One of the vexing issues in understanding and treating depression is that, although antidepressant medications change the levels of neurotransmitters implicated in depression almost immediately, they do not have clinical effects for several weeks or even several months. Somehow, a change in serotonin levels, say, has to be accompanied by a change in the way the brain responds to the increased serotonin. Now a group led by Paul Greengard at Rockefeller University has found a protein that seems to regulate neurons’ response to serotonin.
In a mouse model for depression which has proven reliable in the past at probing various neurochemical aspects of human depression (the “learned helplessness model”), the protein p11 upregulates the numbers of serotonin-1B cell surface receptors so the cells are more sensitive to available serotonin.

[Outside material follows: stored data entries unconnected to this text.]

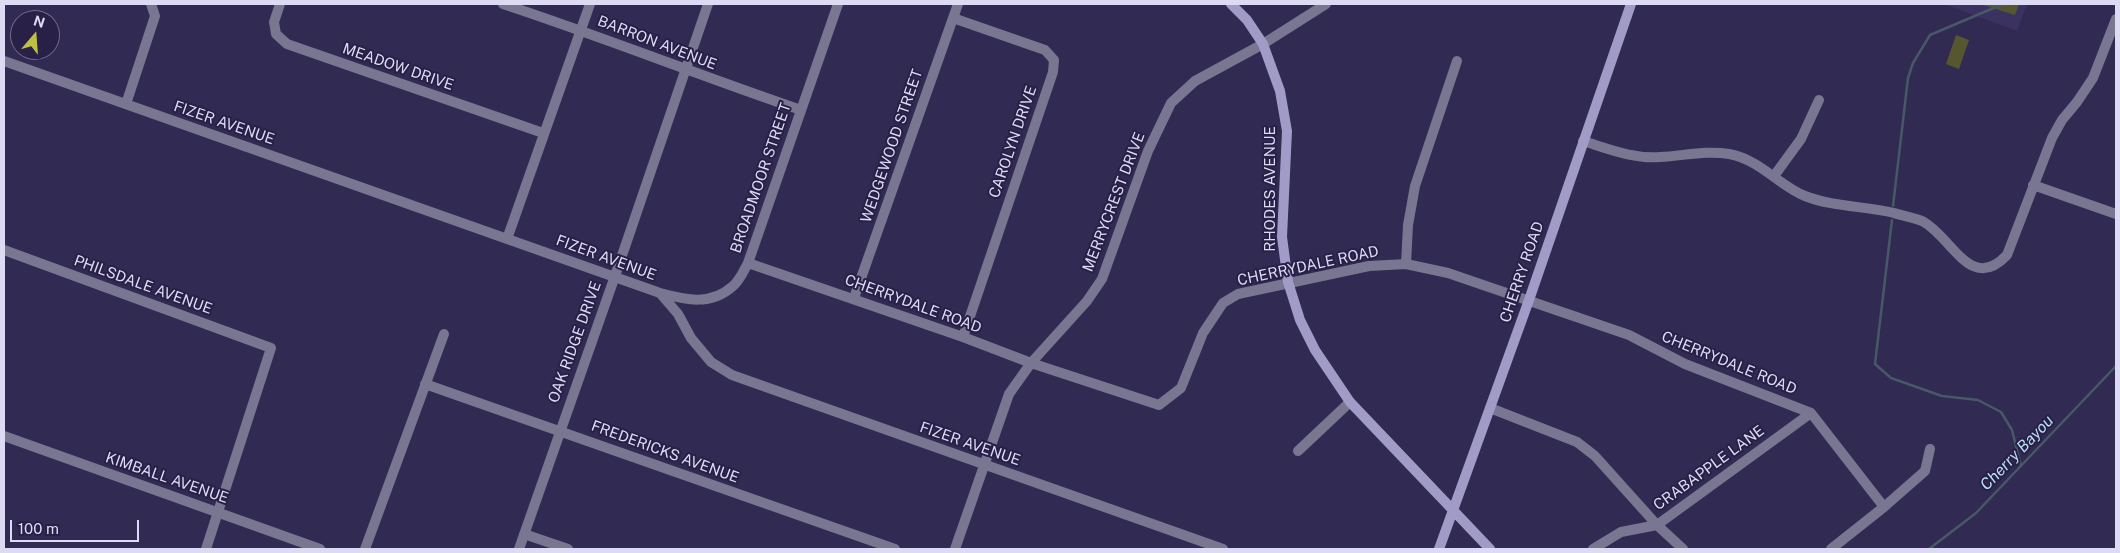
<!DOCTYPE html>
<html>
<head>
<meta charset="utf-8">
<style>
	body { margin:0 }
	#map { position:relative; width:2120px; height:553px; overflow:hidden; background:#312a52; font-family:"Public Sans",sans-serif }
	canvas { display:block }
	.frame { position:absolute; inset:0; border:5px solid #dddaf4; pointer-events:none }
	.north { position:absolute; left:10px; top:10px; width:50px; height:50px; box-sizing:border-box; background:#282047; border:1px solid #706a8c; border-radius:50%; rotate:18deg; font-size:14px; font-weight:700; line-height:20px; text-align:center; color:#dddaf4 }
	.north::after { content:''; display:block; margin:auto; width:18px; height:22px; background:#bdbf43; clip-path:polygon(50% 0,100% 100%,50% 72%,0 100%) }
	.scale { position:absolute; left:10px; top:520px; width:129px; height:22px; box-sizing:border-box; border:2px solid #dddaf4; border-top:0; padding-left:6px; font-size:15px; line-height:18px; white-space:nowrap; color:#dddaf4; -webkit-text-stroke:4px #282047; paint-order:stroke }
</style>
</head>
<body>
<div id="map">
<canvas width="2120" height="553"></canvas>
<div class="frame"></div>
<div class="north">N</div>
<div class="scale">100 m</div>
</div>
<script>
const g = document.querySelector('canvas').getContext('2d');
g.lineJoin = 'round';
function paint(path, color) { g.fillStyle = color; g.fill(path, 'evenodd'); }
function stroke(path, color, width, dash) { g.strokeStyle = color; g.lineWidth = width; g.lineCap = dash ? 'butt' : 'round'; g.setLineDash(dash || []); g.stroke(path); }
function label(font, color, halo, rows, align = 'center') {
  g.font = font + ' "Public Sans",sans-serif'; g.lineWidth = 4; g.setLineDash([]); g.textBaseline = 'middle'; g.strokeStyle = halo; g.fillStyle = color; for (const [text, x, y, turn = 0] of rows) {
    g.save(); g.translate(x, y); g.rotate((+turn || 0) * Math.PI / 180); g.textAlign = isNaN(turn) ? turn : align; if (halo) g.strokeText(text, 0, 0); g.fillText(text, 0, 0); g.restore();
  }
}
paint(new Path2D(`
	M1944 4H2027L2017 31Z`), '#3b3262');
paint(new Path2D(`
	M1980 4H2019L2015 15Z
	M1956 35 1969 40 1959 69 1946 64Z`), '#56572e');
stroke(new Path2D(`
	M1893 206 1908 78 1913 63 1930 35 2003 4
	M1892 220 1875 364 1891 378 1942 396 1978 400 2001 412 2012 430 2021 466
	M1929 549 1976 513 2116 366`), '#475867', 2.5);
stroke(new Path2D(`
	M280 4 274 22 276 34 287 44 543 133
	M503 4C603 37 701 76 801 110
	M953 18 1045 50 1054 60 1053 72 963 337
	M4 61 660 293 678 314 691 338 711 362 732 375 1223 549
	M126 104 155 16 151 4
	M1583 141C1609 149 1633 159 1660 157 1683 156 1707 150 1729 154 1761 160 1778 185 1805 196 1833 207 1865 206 1894 213 1903 216 1916 218 1924 222 1953 239 1971 293 2007 255L2052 138 2062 120 2077 102 2093 78 2116 19
	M1774 176 1801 139 1819 100
	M2033 185 2116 214
	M507 239 590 4
	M4 250 271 348 206 549
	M748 263 963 337 1031 363 1159 405 1181 388 1203 333 1223 303 1238 294 1369 266 1406 264 1448 273 1629 335 1685 364 1811 413 1884 507
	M1406 264 1408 225 1415 186 1457 61
	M660 293C686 300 711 306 733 286 740 280 744 270 748 263L838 4
	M854 298 958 4
	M425 384 895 549
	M1490 408 1577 442 1595 456 1657 525 1683 549
	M1298 451 1350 402
	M524 534 568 549
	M365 549 444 334
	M519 549 615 276 708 4
	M955 549 1009 394 1031 363 1087 301 1102 279 1148 151 1171 103 1195 81 1263 44 1326 4
	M1593 549 1621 532 1657 525 1811 413
	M1831 549 1884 507 1925 471 1930 449`), '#797691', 10);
stroke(new Path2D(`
	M4 436 320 549`), '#797691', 10);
stroke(new Path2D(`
	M1231 4 1247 20 1263 44 1280 91 1287 131 1282 237 1288 282 1300 320 1315 350 1350 402 1490 549
	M1439 549 1529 300 1631 4`), '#a19cc7', 10);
label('15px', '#dddaf4', '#282047', [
	["BARRON AVENUE",657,43,21],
	["MEADOW DRIVE",398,67,19],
	["FIZER AVENUE",224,123,19],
	["CAROLYN DRIVE",1013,142,-71],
	["WEDGEWOOD STREET",892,146,-71],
	["BROADMOOR STREET",761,178,-71],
	["RHODES AVENUE",1270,189,-90],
	["MERRYCREST DRIVE",1114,202,-69],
	["FIZER AVENUE",606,258,20],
	["CHERRYDALE ROAD",1308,266,-12],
	["CHERRY ROAD",1522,272,-71],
	["PHILSDALE AVENUE",143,285,20],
	["CHERRYDALE ROAD",913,304,20],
	["OAK RIDGE DRIVE",575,342,-70],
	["CHERRYDALE ROAD",1729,363,22],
	["FIZER AVENUE",970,444,19],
	["FREDERICKS AVENUE",665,452,20],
	["CRABAPPLE LANE",1709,468,-36],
	["KIMBALL AVENUE",167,478,19]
]);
label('italic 16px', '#b8def2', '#282047', [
	["Cherry Bayou",2017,453,-46]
]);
</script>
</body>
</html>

The evidence for its pivotal role includes demonstrating that p11 increased in mice in parallel to their response to varied treatments for depression; that mice bred to be genetically p11-deficient are more depressed, have less serotonin activity, and show less response to antidepressant medication; and that mice bred to have high levels of p11 show extra levels of serotonin receptors and do not exhibit depression-like behavior.

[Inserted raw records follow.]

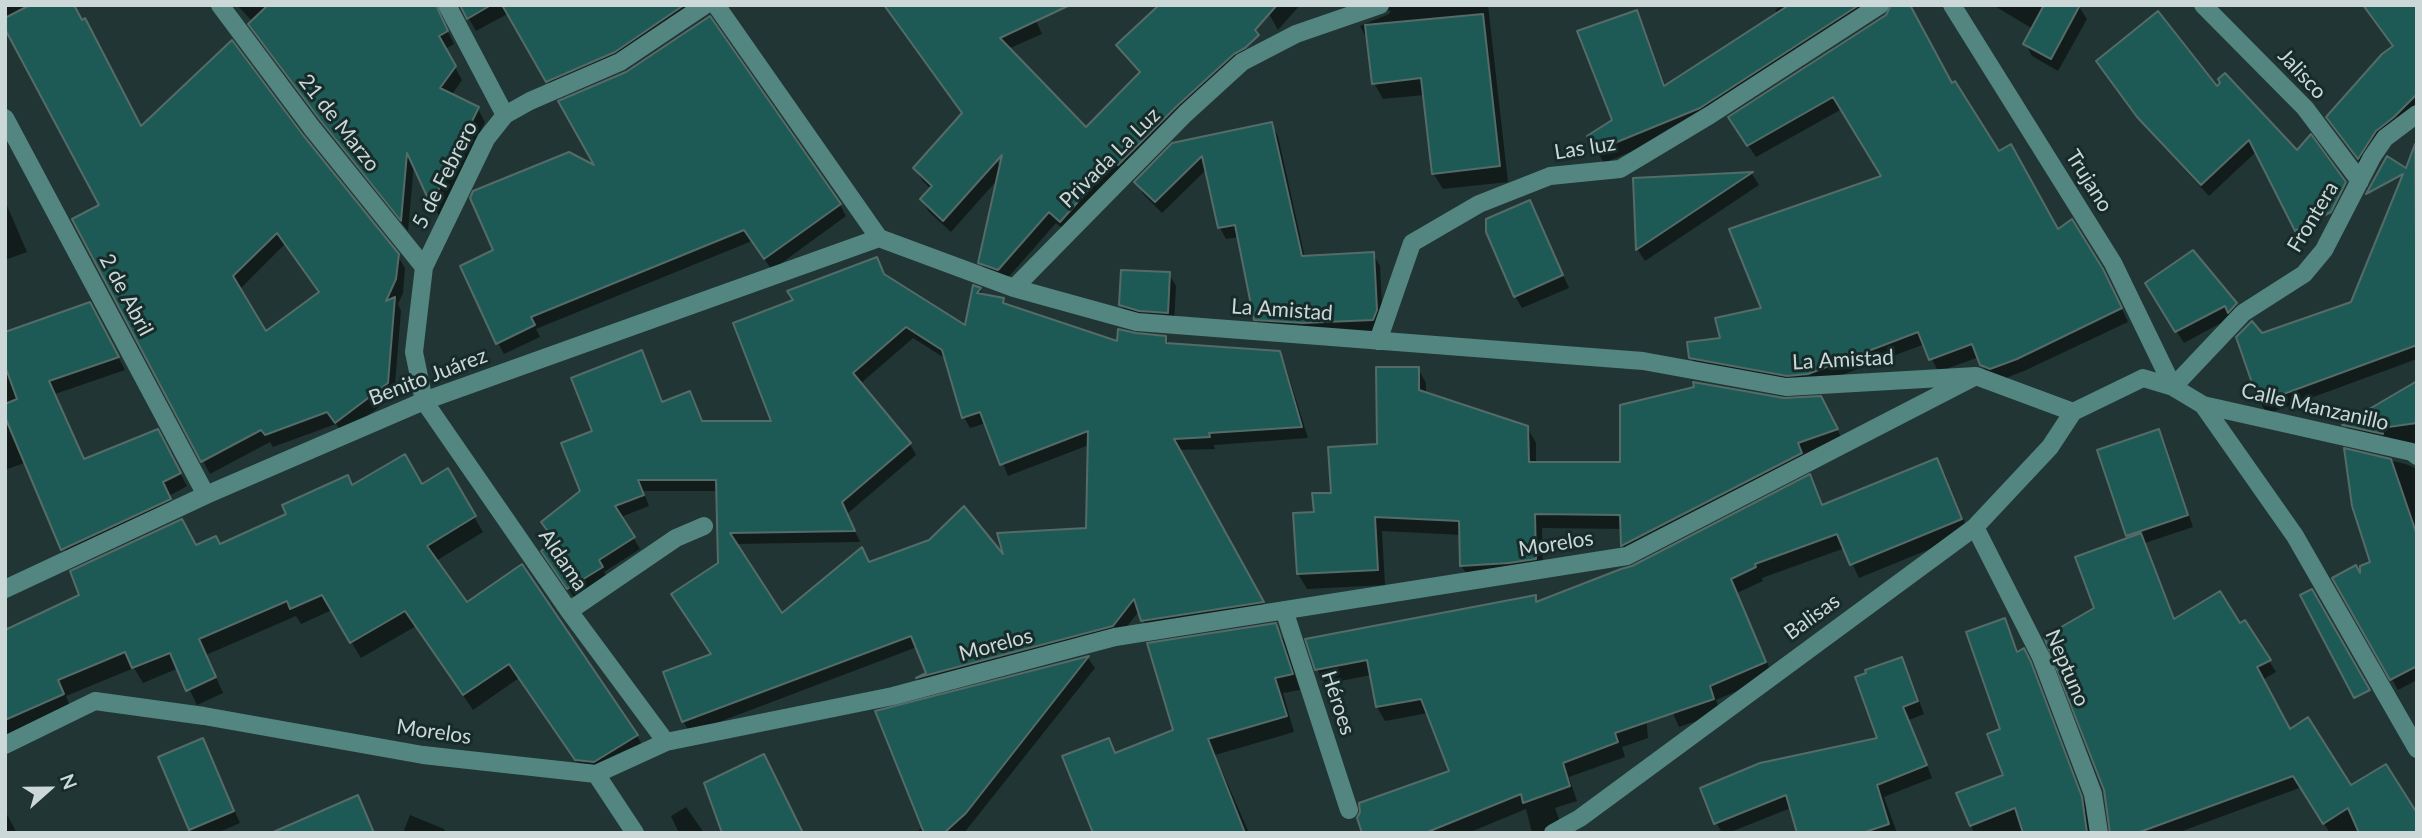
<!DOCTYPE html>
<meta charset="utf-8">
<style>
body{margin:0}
#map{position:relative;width:2422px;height:838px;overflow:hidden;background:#213634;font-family:Lato,sans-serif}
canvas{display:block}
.frame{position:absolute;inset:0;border:7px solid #ccd8d7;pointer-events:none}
.north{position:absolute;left:14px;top:754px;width:70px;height:70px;-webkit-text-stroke:5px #172c2a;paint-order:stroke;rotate:69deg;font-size:19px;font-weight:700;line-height:28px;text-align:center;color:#ccd8d7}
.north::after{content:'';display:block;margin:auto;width:24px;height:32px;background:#ccd8d7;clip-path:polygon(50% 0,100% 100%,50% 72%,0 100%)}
</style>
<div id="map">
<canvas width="2422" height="838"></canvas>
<div class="frame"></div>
<div class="north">N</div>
</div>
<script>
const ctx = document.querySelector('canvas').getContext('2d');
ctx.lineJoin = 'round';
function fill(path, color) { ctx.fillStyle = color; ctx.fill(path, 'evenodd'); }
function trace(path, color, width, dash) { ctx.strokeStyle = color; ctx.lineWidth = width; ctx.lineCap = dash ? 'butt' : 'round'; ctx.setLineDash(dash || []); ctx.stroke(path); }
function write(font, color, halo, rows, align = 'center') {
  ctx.font = font + ' Lato,sans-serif'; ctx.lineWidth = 6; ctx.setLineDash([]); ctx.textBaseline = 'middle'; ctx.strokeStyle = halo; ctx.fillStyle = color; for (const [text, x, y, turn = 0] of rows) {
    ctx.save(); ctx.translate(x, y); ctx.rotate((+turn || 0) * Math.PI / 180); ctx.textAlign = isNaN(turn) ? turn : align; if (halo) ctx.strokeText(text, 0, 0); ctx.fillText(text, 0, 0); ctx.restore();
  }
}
fill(new Path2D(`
 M5,5H73L142,128L302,136L397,255L405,268L403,293L398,304L401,311L394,396L343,434L336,424L273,447L270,442L210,474L74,219L101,206L5,18ZM285,244L320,293L265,334L239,290Z
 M237,5H711L555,94L509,13L476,31L463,9L457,6L448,8L442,20L454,44L445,49L462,80L451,96L478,109L485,122L439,216L414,164L408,231L331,134L258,37L253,22Z
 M955,5H1029L1042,34L1008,49L1086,129L1140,74L1125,57L1118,46L1244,48L1251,60L1068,233L1056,223L1005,281L987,274L980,262L999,178L951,232L929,212L922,200L931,189L922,180L915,168L997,161L1001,168L1007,143Z
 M1264,5H1300L1278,30Z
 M1350,5H1488L1508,182L1443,189L1433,173L1424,95L1383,99L1374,83L1368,41L1360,26L1389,14L1391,11L1387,10L1358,20Z
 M1783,5H1909L1952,85L1998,153L2057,231L2110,284L2128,322L2024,371L1998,381L1989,378L1979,357L1938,372L1925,344L1815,385L1699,370L1691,357L1722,340L1764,309L1883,177L1842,109L1756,157L1738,130L1888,16L1892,8L1888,6L1881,8L1707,120L1604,163L1589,137L1614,121L1636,12L1643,25L1666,87L1778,14L1775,10Z
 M1993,5H2078L2087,19L2058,71L2032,56L2025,43L2033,29Z
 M2364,5H2417V113L2363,167L2328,117L2394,47Z
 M2098,62L2217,88L2297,152L2338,174L2345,186L2299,233L2257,151L2209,196L2147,129Z
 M627,73L840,205L846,216L772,270L752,241L536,329L540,337L504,354L498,343L495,251L599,169Z
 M1271,124L1278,136L1305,258L1373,254L1380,266L1383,323L1380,331L1311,335L1263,331L1256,319L1239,237L1226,239L1220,228L1207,169L1162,213L1143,194L1137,182Z
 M2417,162V359L2267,414L2260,402L2353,303L2408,165Z
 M1752,174L1759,185L1645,261L1638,250L1634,179Z
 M5,201L27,252L5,260Z
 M1529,202L1569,288L1522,308L1515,296Z
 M876,259L885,277L966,328L975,287L980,289L984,296L1003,300L1006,306L1119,343L1165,337L1170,345L1279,352L1285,364L1308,438L1214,445L1215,449L1178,450L1269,613L1149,632L1139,611L1119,637L924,689L918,679L929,674L917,647L690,733L683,721L713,655L719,564L718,491H643L649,506L621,517L640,549L604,572L608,579L575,599L550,562L582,492L595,432L641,352L663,404L689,393L703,423H773L794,302ZM913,338L946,359L964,417L970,428L986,423L1008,476L1089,445L1088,530L1007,561L869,564L782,616L735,544L860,542L847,514L916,455L910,444L860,384Z
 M1169,274L1176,286L1174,325L1128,317L1121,305Z
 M2154,296L2236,304L2243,316L2232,317L2184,343Z
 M97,317L125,370L55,394L85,460L165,445L187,486L169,496L177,512L70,562L27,462L5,470V334Z
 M1418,368L1426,383V394L1527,427L1536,443V463L1622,464L1784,400L1820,398L1845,444L1631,560L1622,545V529L1542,528L1543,574L1470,580L1461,565V535L1382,531L1385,585L1307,589L1298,574L1316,514L1379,446Z
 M2417,383V450L2351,436L2345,425Z
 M2158,431L2165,443L2193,527L2145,543L2175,620L2240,625L2269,661L2276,672L2262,680L2290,731L2350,787L2417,833H2330L2302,787L2177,833H2112L2096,609L2130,539L2127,535Z
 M2346,451L2406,464L2417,469V680L2398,690L2335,579L2363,581L2372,563Z
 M1937,460L1945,474L1969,533L1859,578L1845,548L1762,578L1763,581L1737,593L1773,676L1716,700L1721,713L1679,727L1640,639L1648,738L1622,747L1625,757L1569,777L1577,801L1555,808L1564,833H1532L1526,809L1468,833H1364L1452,772L1428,713L1385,721L1377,707L1371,675L1325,684L1317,669L1535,597L1539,603L1633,568L1809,477L1823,507Z
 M447,470L483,532L436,561L466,605L637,736L646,751L586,776L519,678L473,710L416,626L361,658L332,610L301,624L296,616L206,655L223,693L197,705L179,668L143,683L134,668L66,696L72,711L5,739V632L196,547L220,546L353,487L421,486Z
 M2005,620L2019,653L2030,662L2037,676L2088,811L2092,833H1974L1959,794L2005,776L2002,730Z
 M1275,625L1284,640L1300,690L1283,693L1294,732L1215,755L1249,833H1094L1108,740L1116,754L1175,731Z
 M1088,658L1095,668L964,833H915L923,827L878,712Z
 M1901,659L1908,671L1924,714L1909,720L1932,778L1884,797L1897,833H1799L1791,808L1733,831H1721L1714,819L1880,740Z
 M203,741L240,823L217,833H193L190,829Z
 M686,807L704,833H679L671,816Z
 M5,811L17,833H5Z
 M410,815L444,829L446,833H403Z`), '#0007');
const building = new Path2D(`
 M30,5H74L82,20L85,18L141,126L232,40L303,135L399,254L396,279L386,301L395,297L388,383L335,423L327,412L265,435L261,430L201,462L72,219L99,205L5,29V18ZM277,233L319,292L266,331L233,276Z
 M268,5H436L448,31L439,36L456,66L440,88L479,107L431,205L407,153L401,221L321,121L248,24Z
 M460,5H491L467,19Z
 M502,5H684L615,52L546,82Z
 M884,5H1070L1000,38L1086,127L1140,72L1116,45L1159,5H1277L1255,30L1259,35L1245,48L1234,54L1177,106L1118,165L1114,161L1060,222L1049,212L998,270L978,263L1002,155L943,221L920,199L932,186L913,168L962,113Z
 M1789,5H1859L1700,108L1595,151L1587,136L1612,120L1577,31L1637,10L1664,86Z
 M1891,5H1910L1952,83L1955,81L1999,151L2011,144L2058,229L2072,219L2103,269L2122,308L2017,359L1990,369L1980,365L1972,344L1929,360L1918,332L1808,374L1787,376L1689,358L1687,342L1720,338L1715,318L1761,308L1729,229L1881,176L1833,97L1747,146L1728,117L1886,15Z
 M2044,5H2080L2051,59L2023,44Z
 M2363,5H2417V94L2394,117L2376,131L2358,159L2326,117L2382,54L2393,46Z
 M2158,11L2217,86L2220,83L2218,79L2225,73L2297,150L2311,134L2346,182L2331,212L2295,231L2249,140L2201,185L2137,117L2096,61Z
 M1483,14L1500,166L1432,174L1421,78L1372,84L1365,25Z
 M710,16L841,204L764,259L744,230L531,317L535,325L496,344L460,266L493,250L470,198L473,191L569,152L594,165L558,101L626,72Z
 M1272,122L1302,256L1374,252L1377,310L1373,320L1303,323L1254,320L1235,225L1218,228L1202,156L1155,202L1134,182L1172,143Z
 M2415,144L2417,345L2259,403L2236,337L2252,321L2262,333L2351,302L2403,174L2366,194L2387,156L2406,168Z
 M1753,172L1636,250L1633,178Z
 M1530,200L1563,275L1514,297L1486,232V219Z
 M2193,250L2237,303L2228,313L2225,306L2175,332L2145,283Z
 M877,257L884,274L965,325L973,285L981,288L977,293L1004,298L1003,303L1117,341L1118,329L1136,333L1166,336V343L1280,351L1302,427L1209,433L1210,437L1174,439L1264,602L1141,621L1134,599L1113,626L916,678L926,673L911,636L682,722L663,672L711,654L671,594L718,563L716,480H638L644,495L615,506L635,537L599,560L603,567L567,589L541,551L555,541L541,522L580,491L561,443L592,431L571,378L642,350L662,402L690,391L702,421H771L733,323L793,300L787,291ZM906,327L942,350L962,418L980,412L1000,465L1088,431L1086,528L997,533L1003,554L964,506L929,540L869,562L862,547L782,613L730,533L855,531L842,502L911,443L853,373Z
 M1121,270L1170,272L1168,313L1139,311L1119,305Z
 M90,302L119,357L49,381L84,459L158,429L181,473L163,482L171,499L61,550L5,417V404L17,399L5,366V332Z
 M1376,367H1419V390L1528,426L1529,462H1620V405L1694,387L1693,382L1784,398L1821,396L1838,429L1798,443L1802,453L1623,545L1621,546L1620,515L1535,514L1536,559L1509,563L1460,566L1459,521L1375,517L1378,570L1297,574L1293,513L1314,512L1312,493H1331L1328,447L1377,444Z
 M2417,381V423L2381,428L2383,434L2342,425Z
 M2159,429L2188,515L2126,536L2097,450Z
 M2344,448L2391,459L2417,535V666L2390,680L2332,578L2356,565L2360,573V566L2370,562L2352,506Z
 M405,454L422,484L448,468L476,516L427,546L467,602L522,564L638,735L594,762L575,760L509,664L463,695L405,611L350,643L322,595L290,609L287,601L199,639L216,677L186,691L170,653L132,668L125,652L58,680L64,694L5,720V630L79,595L70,571L182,519L196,545L216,536L220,544L286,514L282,505L348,475L352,485Z
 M1937,458L1962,519L1850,565L1837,534L1755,564L1756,567L1731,579L1766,662L1710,686L1714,699L1615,733L1618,742L1563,763L1570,786L1523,803L1521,794L1425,833H1362L1357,818L1360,812L1359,803L1449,771L1421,699L1376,707L1367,660L1315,670L1305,639L1536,595V602L1621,569L1632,566L1810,474L1822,505Z
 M2141,533L2174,619L2220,591L2240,623L2245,620L2271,660L2257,667L2290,729L2308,717L2351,785L2386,764L2417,813V833H2359L2348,808L2323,824L2293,776L2137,833H2110L2104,790L2044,637L2094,608L2075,557Z
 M2312,589L2370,690L2354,698L2300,595Z
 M2005,618L2017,652L2024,648L2031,662L2082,797L2087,833H2023L2015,808L1970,826L1956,793L2003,775L1987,734L2000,729L1966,632Z
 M1276,623L1293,674L1275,678L1287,716L1208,739L1245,833H1093L1062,756L1109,738L1115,753L1173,730L1147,643Z
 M1089,656L966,813L944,833H924L875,711Z
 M1902,657L1918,701L1903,707L1927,765L1877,785L1889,824L1862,833H1797L1786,795L1714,824L1700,788L1760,763L1877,738L1855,677L1866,673L1865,670Z
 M203,738L234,811L189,830L158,757Z
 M764,754L803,833H722L704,783Z
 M358,795L374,833H271Z`);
fill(building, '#1e5a55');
trace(building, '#546b68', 2);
trace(new Path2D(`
 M220,5L312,128L424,267
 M447,5L505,115
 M716,5L879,238L1014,288L1137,322L1643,361L1786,387L1976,376L2073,412L2143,378L2173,387L2203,405L2412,452L2417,456
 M1952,5L2113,263L2173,387
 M2203,5L2305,108L2360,181
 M5,118L206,495
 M1014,288L1185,114L1242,62L1296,34L1380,5
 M1378,341L1412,243L1479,204L1550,176L1620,169L1710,115L1880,5
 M2173,387L2243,313L2304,274L2324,250L2372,157L2385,138L2417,114
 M2203,405L2295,536L2417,749
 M1975,527L2041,657L2093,794L2099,833
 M5,589L206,495L424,401L879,238
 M1284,610L1349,810
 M569,611L676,538L704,526
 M666,742L569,611L424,401L414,352L424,267L486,139L505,115L530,101L620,62L705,5
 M5,745L95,701L204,716L423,755L596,774L666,742L893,696L1115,637L1627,556L1976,376
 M596,774L635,833
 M1553,833L1580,818L1975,527L2050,447L2073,412`), '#548681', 18);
write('21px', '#ccd8d7', '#172c2a', [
 ["Jalisco",2302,74,47],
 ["21 de Marzo",339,123,52],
 ["Las luz",1585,148,-9],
 ["Privada La Luz",1110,158,-45],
 ["5 de Febrero",445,175,-63],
 ["Trujano",2089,181,58],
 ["Frontera",2313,217,-59],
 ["2 de Abril",126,295,62],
 ["La Amistad",1282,310,4],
 ["La Amistad",1843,360,-3],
 ["Benito Juárez",428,377,-21],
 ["Calle Manzanillo",2315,407,13],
 ["Morelos",1556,544,-9],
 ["Aldama",563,560,56],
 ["Balisas",1812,617,-36],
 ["Morelos",996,645,-15],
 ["Neptuno",2067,668,67],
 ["Héroes",1338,703,72],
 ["Morelos",434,732,8]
]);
</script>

The mileage in improving understanding and possibly treatment of psychiatric disorders is all going to come from turning the focus from the neurotransmitter-and-receptor based understanding we have had for the past half-century to an understanding of the involved intracellular processes. I am not sure p11 is ‘the’ answer, since the more we look the more reductionistic we find any given model to be.
However, as I said above, p11 seems to help answer the vexing issue of finding a neurochemical process that mirrors the time course of clinical response to depression treatment. The next generation of psychopharmacology might involve therapeutic drugs that manipulate p11 directly — rather than indirectly through alterations in neurotransmitter levels — to treat depression more efficiently. If a genetic deficiency in p11 turns out to be one of the vectors for hereditary vulnerability to depression, gene therapy to augment the brain’s supplies of p11 could be a preventive measure. I would also of course want to know what else, if anything, p11 does in brain cells, to understand what we could be meddling with in tryng to manipulate it directly.
It is also worth noting that Greengard, whose work I have followed since I knew his son in medical school, shared the Nobel Prize in medicine in 2000 for work which presaged this finding. It seems pretty unusual to award a Nobel Prize so contemporaneously that the Nobelist still has the potential for monumental scientific discovery ahead of him/her.